Figure 1.9: Local firewalls can help stop exploitation of built-in vulnerabilities.

Local firewalls can help address a variety of security problems, such as allowing unnecessary services to continue running. By blocking access to these services using a firewall, you don't need to worry about the service being exploited.

Local firewalls are typically stateful firewalls. In other words, they allow all outgoing traffic and allow incoming replies to outgoing traffic automatically. They block all incoming traffic unless you create an exception that allows such traffic. Figure 1.10 illustrates this technique, which is designed to allow maximum local functionality while minimizing management overhead. For example, you don't need to explicitly allow incoming HTTP traffic, because the stateful inspection process will ensure that HTTP traffic that is a reply—such as incoming traffic from a Web server that the user is accessing—will automatically be allowed.

Figure 1.10: Stateful inspection allows replies in automatically.

Defense in Depth

One key element in any security plan is to assume that every defense you have will fail, and to put backups in place to handle that situation. For example, where should you install virus scanners? The answer: Everywhere, as shown by the magnifying glasses in Figure 1.11. Install them at your mail gateway, your Internet gateway, on client computers, on server computers, on proxy servers, and anyplace else you can install an antivirus scanner. Doing so will improve the odds that every virus will be caught.

Ideally, use scanners from different vendors. Each antivirus vendor has different strengths and weaknesses; by using a variety, you'll take advantage of all their strengths while allowing them each to cover for the others' weaknesses.

Figure 1.11: Install virus scanners everywhere on your network.

Defense-in-depth applies to every security measure: If one firewall is good, several firewalls might be better. For example, protect each category of Internet-accessible resources with a firewall, as Figure 1.12 illustrates. Separate public Web servers from the Internet with a firewall and from your intranet with another. Ditto for extranet servers, which deserve their own sets of firewalls. Successive firewall layers should be from different vendors. Although this setup might increase management overhead somewhat for the initial deployment, it means that weaknesses of one firewall product can't be exploited to create an open channel into your intranet.

Figure 1.12: Multiple firewalls provide better protection than one.

And always remember: The most secure connection is the one that doesn't exist. If intranet clients have no need to access your extranet, for example, then don't create a connection between the two networks (if the connection is needed, then use a firewall to protect it, of course).
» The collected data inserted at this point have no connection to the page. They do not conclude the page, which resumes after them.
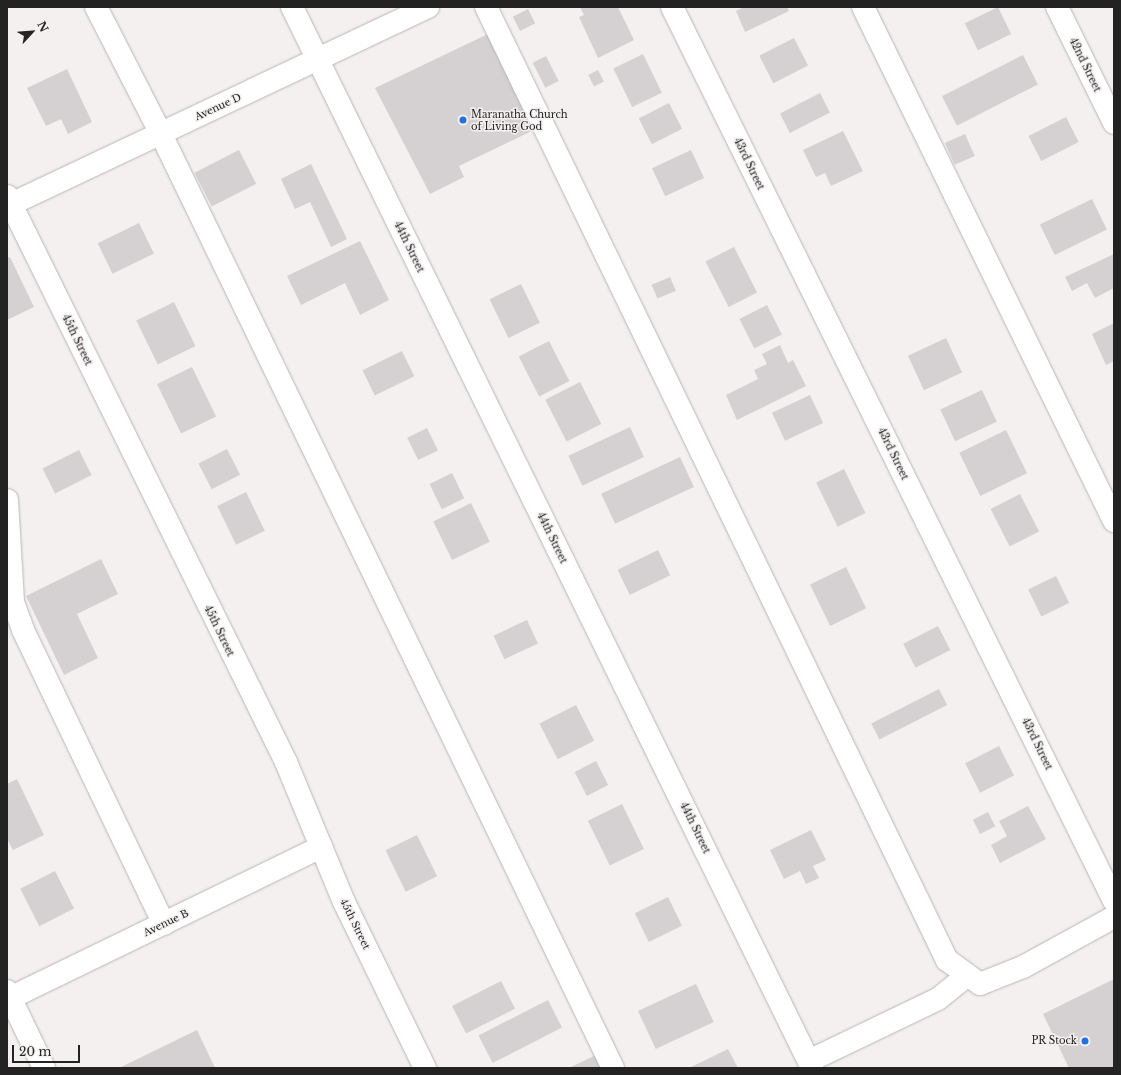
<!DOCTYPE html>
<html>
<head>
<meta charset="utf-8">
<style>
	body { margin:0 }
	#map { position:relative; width:1121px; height:1075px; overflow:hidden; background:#f4f0f0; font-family:"Libre Baskerville",serif }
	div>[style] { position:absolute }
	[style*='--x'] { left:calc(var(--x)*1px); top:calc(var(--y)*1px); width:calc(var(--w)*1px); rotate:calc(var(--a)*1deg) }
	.building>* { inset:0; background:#d5d1d2; transform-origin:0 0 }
	.roads { filter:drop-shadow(0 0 1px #b9b5b5) drop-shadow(0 0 1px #b9b5b5) }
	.minor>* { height:22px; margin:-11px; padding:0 11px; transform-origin:11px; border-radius:11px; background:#fff }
	.dots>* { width:11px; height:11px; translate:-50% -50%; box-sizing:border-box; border:2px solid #f4f0f0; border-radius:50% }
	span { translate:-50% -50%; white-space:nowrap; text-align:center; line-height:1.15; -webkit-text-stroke:3px #f4f0f0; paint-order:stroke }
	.street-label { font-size:10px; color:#242323 }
	.poi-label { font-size:10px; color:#242323 }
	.left { translate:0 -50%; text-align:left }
	.right { translate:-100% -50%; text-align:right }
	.frame { position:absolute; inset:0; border:8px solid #242323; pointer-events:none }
	.north { position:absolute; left:12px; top:12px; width:40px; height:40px; -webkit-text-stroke:3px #f4f0f0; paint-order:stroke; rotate:64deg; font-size:11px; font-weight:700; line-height:16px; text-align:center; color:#242323 }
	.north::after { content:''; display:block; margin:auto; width:14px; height:18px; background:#242323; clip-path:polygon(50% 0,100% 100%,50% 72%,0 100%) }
	.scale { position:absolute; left:12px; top:1045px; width:68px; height:18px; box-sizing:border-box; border:2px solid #242323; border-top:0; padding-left:5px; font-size:12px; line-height:14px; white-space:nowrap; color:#242323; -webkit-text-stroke:3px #f4f0f0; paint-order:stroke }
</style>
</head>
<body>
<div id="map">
	<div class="building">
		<div style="clip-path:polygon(580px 7px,618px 7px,634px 40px,598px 58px,579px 17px,584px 15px)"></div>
		<div style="clip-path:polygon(744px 7px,787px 7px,789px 11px,745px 32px,736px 11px)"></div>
		<div style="left:998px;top:7px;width:30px;height:37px;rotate:64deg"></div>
		<div style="left:528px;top:9px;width:16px;height:17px;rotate:63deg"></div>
		<div style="clip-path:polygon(490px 33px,536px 129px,459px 166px,464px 177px,430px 194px,375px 88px)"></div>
		<div style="left:794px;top:38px;width:31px;height:39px;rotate:63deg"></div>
		<div style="left:643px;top:54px;width:43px;height:33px;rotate:64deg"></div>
		<div style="left:1023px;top:55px;width:33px;height:91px;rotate:63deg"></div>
		<div style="left:546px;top:56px;width:28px;height:15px;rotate:63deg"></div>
		<div style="clip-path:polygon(67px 69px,92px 122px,68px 134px,61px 119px,46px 126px,27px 88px)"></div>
		<div style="left:598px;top:70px;width:13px;height:11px;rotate:63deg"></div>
		<div style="left:820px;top:93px;width:22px;height:45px;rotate:63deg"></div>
		<div style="left:669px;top:103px;width:29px;height:34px;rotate:63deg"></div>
		<div style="left:1066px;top:117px;width:28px;height:42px;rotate:63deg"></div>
		<div style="clip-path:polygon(843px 131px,863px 171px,831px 186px,825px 173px,816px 177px,803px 150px)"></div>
		<div style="left:965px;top:134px;width:24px;height:22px;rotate:66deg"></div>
		<div style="left:239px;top:150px;width:38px;height:50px;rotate:63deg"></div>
		<div style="left:691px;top:150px;width:31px;height:43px;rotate:65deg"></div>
		<div style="clip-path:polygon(311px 164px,347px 239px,331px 247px,310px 202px,295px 209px,281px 179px)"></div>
		<div style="left:1092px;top:199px;width:34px;height:58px;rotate:64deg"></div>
		<div style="left:139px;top:223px;width:34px;height:46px;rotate:64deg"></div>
		<div style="clip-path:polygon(360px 241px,389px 300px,360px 315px,345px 283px,301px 305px,287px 276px)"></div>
		<div style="left:734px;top:247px;width:51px;height:32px;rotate:63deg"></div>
		<div style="clip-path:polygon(1114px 254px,1114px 288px,1095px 298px,1087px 283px,1072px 291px,1065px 277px)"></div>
		<div style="clip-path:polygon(10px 257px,34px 307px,7px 320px,7px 258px)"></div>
		<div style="left:670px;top:277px;width:15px;height:20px;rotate:67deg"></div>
		<div style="left:521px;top:284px;width:43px;height:35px;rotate:64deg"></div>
		<div style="left:174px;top:302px;width:49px;height:42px;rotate:64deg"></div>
		<div style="left:767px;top:305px;width:33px;height:31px;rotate:63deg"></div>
		<div style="clip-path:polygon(1114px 323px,1114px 361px,1106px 365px,1092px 334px)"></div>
		<div style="left:946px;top:338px;width:38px;height:42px;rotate:65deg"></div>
		<div style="left:549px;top:341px;width:45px;height:34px;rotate:63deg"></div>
		<div style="clip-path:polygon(780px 345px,788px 363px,793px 360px,806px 386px,737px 420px,726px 395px,758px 379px,754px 370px,767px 364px,762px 354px)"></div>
		<div style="left:402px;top:351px;width:28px;height:44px;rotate:64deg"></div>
		<div style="left:192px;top:367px;width:55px;height:39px;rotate:64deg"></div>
		<div style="left:580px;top:382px;width:47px;height:39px;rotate:63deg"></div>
		<div style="left:982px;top:390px;width:35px;height:46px;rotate:65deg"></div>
		<div style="left:810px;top:395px;width:31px;height:42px;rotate:65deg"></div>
		<div style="left:630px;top:427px;width:33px;height:68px;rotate:65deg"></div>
		<div style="left:427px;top:428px;width:25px;height:22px;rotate:64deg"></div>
		<div style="left:1006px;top:430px;width:48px;height:52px;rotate:64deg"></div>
		<div style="left:227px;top:449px;width:29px;height:32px;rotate:63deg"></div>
		<div style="left:79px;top:450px;width:28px;height:41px;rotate:63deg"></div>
		<div style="left:680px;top:457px;width:33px;height:87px;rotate:65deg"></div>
		<div style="left:844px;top:469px;width:49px;height:31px;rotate:64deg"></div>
		<div style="left:452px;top:473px;width:28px;height:25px;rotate:64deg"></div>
		<div style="left:246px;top:492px;width:43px;height:32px;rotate:64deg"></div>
		<div style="left:1020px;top:494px;width:42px;height:33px;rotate:63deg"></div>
		<div style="left:471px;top:503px;width:43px;height:42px;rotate:64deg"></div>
		<div style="left:658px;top:550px;width:28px;height:45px;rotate:64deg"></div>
		<div style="clip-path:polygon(101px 559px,118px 594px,77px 614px,98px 658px,64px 675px,26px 596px)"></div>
		<div style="left:846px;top:567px;width:46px;height:40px;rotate:64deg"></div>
		<div style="left:1056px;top:576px;width:30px;height:31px;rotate:64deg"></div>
		<div style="left:527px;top:620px;width:26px;height:37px;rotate:65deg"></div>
		<div style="left:938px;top:626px;width:27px;height:39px;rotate:63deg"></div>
		<div style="left:939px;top:689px;width:18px;height:76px;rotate:63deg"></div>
		<div style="left:576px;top:705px;width:40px;height:41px;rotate:63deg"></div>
		<div style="left:999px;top:746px;width:33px;height:38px;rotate:63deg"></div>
		<div style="left:596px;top:761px;width:27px;height:24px;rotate:63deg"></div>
		<div style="clip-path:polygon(17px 779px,44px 835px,13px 850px,7px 839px,7px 784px)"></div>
		<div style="left:622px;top:804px;width:50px;height:38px;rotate:64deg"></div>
		<div style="clip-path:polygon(1028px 806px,1046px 839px,1000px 863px,991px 845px,1007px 836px,999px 821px)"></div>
		<div style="left:988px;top:812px;width:16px;height:17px;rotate:63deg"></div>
		<div style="clip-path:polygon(811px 830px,826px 860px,813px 866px,819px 878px,806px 884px,800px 871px,784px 879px,770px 850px)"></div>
		<div style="left:417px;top:835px;width:46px;height:35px;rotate:64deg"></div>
		<div style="left:55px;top:871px;width:42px;height:39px;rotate:63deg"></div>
		<div style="left:668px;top:897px;width:32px;height:37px;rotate:64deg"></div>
		<div style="clip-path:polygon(1114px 979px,1114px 1068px,1069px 1068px,1043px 1014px)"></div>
		<div style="left:501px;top:981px;width:31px;height:55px;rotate:63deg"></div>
		<div style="left:696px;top:984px;width:42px;height:64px;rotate:65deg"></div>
		<div style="left:548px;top:1000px;width:31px;height:78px;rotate:63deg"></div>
		<div style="clip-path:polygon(197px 1030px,215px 1068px,119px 1068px)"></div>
		<div style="clip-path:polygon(728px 1049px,738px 1068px,689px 1068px)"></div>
		<div style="clip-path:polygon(596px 1055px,602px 1068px,569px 1068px)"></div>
	</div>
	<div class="roads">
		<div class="minor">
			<div style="--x:96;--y:7;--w:143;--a:62.9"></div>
			<div style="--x:161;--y:134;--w:1038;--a:64.18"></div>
			<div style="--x:292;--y:7;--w:1182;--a:63.89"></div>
			<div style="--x:486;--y:7;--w:1059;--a:64.19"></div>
			<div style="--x:947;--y:960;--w:41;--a:36"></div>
			<div style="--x:980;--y:984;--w:46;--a:-21.6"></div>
			<div style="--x:1023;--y:967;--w:104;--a:-28.8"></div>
			<div style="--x:672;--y:7;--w:997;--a:63.69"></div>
			<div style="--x:863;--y:7;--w:572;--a:63.97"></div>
			<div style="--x:1057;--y:7;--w:129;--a:63.8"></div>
			<div style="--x:7;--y:196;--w:631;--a:63.76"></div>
			<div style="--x:286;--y:762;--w:152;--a:67.5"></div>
			<div style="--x:344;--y:902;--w:185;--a:64"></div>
			<div style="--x:7;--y:206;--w:466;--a:-25.3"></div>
			<div style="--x:7;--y:500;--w:102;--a:86.6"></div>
			<div style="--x:13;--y:602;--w:30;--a:70"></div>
			<div style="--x:23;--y:630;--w:326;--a:64.4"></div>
			<div style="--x:7;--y:991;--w:85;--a:64.3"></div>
			<div style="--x:10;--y:998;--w:346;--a:-25.9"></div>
			<div style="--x:809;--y:1061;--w:143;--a:-25.7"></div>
			<div style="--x:938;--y:999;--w:38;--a:-39"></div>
		</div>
	</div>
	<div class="dots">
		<div style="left:463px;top:120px;background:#2172dd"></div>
		<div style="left:1085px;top:1041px;background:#2172dd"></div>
	</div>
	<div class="street-label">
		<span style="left:1085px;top:65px;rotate:64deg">42nd Street</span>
		<span style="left:218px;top:107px;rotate:-25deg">Avenue D</span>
		<span style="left:749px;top:164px;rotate:64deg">43rd Street</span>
		<span style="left:409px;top:247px;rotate:64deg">44th Street</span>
		<span style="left:77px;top:340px;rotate:64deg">45th Street</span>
		<span style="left:893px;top:454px;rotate:64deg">43rd Street</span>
		<span style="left:552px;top:538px;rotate:64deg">44th Street</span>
		<span style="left:219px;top:631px;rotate:64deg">45th Street</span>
		<span style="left:1037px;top:744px;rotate:64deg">43rd Street</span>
		<span style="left:695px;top:828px;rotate:64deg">44th Street</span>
		<span style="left:166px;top:923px;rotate:-26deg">Avenue B</span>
		<span style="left:355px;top:924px;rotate:64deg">45th Street</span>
	</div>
	<div class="poi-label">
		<span class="left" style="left:471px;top:120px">Maranatha Church<br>of Living God</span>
		<span class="right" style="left:1077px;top:1041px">PR Stock</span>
	</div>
	<div class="frame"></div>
	<div class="north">N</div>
	<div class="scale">20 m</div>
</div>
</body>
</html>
There's no doubt that Windows security is a broad topic with many areas for concern. However, many security issues are often overlooked, simply because they're difficult to implement, manage, discover, or understand. This chapter has introduced you to a few often-overlooked security areas; throughout the rest of this guide, we'll explore these overlooked areas in more detail and discuss practical advice for handling them. An introduction to tools and techniques that can overcome Windows' shortcomings and missing capabilities will help you to develop a more comprehensive, detailed, and functional security plan for any Windows enterprise.